# PROBLEM TO WORK ON
For the records that follow, return only the count of lines containing the string "Centre".

(Stored items)
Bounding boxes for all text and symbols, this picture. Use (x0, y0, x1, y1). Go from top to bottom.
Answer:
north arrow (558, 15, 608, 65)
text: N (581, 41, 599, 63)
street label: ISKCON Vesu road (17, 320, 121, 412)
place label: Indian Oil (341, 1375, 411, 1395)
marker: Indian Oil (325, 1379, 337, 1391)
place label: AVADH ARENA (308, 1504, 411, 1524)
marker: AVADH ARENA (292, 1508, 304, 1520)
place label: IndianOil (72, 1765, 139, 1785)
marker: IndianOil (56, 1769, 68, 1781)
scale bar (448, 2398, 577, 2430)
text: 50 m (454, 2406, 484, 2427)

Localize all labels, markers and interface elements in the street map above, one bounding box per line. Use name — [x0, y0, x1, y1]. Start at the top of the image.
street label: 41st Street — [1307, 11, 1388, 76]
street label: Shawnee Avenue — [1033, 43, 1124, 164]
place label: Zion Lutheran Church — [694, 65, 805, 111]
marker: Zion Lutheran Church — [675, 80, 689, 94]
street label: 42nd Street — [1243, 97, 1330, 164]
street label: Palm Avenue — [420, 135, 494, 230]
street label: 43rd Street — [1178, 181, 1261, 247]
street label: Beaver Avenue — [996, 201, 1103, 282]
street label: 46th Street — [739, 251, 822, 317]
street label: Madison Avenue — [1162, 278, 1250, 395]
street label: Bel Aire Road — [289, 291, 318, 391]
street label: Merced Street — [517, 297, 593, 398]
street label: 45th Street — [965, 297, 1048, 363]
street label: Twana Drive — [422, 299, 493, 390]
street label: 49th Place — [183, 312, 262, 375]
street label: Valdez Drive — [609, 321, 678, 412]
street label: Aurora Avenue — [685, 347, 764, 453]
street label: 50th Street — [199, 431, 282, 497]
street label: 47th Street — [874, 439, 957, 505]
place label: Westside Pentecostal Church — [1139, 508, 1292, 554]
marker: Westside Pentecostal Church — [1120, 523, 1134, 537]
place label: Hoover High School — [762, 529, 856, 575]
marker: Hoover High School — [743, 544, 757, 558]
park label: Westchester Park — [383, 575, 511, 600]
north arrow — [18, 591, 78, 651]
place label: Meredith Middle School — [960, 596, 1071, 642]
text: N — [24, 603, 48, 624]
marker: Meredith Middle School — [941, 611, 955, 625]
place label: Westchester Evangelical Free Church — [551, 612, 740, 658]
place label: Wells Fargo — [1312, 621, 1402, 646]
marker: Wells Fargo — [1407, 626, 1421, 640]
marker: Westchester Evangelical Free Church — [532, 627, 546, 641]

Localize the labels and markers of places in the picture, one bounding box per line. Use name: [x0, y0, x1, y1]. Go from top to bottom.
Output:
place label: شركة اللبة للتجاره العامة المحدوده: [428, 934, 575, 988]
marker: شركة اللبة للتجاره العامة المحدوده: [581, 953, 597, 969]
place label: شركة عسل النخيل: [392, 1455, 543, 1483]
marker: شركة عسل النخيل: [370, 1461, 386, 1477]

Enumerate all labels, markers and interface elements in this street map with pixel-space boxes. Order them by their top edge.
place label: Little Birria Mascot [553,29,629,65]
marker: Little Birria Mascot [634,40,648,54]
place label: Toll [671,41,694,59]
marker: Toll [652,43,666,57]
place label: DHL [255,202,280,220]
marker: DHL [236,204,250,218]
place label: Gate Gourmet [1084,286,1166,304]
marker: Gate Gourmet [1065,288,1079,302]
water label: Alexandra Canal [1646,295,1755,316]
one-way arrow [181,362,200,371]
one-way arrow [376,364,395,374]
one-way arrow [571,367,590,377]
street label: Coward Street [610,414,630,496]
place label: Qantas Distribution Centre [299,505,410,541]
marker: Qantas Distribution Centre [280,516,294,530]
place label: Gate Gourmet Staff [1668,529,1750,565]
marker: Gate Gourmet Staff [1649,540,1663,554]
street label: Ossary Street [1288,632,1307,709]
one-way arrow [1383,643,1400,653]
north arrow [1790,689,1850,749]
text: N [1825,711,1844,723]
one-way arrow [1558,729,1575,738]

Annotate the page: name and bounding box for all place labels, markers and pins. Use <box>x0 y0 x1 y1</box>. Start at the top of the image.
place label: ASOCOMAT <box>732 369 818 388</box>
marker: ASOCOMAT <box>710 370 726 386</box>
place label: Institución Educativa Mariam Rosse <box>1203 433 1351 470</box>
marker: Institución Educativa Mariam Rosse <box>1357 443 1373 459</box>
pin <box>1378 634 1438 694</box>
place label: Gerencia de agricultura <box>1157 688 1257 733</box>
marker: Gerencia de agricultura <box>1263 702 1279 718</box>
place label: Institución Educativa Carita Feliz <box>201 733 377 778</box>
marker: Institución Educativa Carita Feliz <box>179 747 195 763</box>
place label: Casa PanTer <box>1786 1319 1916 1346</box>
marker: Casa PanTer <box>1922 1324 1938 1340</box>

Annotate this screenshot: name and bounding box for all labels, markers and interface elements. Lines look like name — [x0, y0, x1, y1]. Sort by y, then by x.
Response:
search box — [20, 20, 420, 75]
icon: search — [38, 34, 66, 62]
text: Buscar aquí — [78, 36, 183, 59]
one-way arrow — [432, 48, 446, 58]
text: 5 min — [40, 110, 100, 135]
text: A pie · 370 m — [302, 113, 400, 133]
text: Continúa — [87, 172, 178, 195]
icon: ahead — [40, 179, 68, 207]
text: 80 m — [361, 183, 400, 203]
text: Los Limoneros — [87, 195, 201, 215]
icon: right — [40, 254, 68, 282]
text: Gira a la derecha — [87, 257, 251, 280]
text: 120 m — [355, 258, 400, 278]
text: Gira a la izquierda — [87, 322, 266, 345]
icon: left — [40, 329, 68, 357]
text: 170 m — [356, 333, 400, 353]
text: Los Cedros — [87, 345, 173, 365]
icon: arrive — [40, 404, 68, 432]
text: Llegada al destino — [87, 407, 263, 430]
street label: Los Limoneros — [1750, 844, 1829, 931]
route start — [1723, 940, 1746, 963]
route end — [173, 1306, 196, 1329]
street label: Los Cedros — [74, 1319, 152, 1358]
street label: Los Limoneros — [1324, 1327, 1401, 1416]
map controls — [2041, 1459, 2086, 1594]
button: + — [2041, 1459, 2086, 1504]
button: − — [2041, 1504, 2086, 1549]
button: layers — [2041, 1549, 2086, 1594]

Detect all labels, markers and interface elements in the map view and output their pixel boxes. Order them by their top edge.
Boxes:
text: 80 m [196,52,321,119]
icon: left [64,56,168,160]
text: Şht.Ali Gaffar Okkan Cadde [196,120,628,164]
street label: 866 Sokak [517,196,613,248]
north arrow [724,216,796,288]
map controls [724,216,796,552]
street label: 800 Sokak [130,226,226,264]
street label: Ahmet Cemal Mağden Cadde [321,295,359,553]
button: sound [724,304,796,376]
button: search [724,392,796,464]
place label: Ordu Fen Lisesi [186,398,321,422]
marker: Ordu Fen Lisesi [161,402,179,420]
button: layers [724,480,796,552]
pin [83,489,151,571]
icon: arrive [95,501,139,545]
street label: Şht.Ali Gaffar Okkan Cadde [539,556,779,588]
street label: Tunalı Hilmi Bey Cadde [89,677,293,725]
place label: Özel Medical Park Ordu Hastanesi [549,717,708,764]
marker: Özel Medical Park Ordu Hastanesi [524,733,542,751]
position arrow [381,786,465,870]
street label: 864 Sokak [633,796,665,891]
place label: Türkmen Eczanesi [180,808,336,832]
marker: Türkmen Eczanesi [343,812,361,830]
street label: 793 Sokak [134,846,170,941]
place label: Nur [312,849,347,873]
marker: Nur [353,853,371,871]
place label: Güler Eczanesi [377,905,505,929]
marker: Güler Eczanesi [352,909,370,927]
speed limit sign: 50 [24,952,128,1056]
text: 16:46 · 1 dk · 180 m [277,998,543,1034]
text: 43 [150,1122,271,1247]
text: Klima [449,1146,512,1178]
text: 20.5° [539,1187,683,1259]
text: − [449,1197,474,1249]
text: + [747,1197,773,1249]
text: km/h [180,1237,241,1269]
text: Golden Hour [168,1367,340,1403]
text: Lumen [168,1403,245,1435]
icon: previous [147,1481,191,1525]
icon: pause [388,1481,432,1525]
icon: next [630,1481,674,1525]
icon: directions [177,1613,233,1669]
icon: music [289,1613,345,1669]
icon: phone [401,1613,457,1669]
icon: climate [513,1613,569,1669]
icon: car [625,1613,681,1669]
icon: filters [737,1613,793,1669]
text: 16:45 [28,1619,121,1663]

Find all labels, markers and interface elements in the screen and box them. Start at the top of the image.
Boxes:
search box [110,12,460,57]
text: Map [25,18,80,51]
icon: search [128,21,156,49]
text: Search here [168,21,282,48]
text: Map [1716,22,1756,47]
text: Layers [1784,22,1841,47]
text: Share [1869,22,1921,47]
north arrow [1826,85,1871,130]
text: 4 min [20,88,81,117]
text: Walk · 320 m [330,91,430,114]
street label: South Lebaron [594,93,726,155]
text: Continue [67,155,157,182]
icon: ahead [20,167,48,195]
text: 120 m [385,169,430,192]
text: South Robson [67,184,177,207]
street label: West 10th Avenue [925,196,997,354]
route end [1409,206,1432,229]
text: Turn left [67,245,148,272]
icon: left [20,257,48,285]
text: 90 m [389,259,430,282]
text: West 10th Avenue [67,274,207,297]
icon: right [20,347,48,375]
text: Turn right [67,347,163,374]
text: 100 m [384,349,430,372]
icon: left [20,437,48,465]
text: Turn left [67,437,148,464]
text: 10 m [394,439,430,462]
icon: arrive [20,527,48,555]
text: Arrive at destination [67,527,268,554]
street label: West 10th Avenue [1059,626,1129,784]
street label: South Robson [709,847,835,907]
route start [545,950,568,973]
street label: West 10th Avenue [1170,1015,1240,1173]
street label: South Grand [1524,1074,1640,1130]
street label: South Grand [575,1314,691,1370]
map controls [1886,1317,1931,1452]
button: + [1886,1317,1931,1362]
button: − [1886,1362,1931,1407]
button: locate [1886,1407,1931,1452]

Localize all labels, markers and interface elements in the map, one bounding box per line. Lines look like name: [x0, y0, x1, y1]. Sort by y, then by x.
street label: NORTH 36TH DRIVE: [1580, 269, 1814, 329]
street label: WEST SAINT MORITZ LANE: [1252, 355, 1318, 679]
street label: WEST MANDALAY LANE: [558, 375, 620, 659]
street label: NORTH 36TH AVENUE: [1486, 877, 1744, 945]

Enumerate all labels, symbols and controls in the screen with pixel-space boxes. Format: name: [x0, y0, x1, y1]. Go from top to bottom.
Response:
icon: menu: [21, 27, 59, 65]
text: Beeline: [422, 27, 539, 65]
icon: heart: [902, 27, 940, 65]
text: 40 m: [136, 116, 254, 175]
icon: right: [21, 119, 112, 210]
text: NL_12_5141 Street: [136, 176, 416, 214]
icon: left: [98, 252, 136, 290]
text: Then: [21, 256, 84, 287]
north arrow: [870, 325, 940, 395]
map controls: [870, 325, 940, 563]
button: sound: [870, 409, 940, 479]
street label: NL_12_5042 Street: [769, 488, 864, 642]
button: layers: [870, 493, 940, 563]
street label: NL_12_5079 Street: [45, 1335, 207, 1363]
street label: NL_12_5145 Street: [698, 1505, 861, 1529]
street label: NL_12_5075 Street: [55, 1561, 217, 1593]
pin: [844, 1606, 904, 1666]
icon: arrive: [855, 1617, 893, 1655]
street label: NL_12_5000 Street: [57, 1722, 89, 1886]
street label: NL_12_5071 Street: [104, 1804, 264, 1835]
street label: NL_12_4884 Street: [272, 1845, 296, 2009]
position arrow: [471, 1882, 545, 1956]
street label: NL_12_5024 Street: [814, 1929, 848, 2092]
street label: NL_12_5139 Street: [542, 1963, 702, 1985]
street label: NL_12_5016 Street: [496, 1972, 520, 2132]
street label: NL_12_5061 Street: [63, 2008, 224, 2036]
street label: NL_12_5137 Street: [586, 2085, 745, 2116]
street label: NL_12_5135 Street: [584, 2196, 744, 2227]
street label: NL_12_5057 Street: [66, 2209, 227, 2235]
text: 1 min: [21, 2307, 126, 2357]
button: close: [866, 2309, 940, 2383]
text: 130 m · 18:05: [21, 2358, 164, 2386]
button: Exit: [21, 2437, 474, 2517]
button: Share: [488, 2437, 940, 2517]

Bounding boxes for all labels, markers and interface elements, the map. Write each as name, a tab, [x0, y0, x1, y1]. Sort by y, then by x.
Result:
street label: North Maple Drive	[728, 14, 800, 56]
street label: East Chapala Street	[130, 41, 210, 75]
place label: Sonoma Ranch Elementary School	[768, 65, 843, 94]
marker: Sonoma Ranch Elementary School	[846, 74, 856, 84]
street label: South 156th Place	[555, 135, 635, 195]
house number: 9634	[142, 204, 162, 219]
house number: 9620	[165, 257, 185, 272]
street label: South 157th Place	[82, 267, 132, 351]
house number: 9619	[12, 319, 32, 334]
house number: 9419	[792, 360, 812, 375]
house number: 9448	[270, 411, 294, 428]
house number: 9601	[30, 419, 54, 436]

# RESPONSE BELOW
2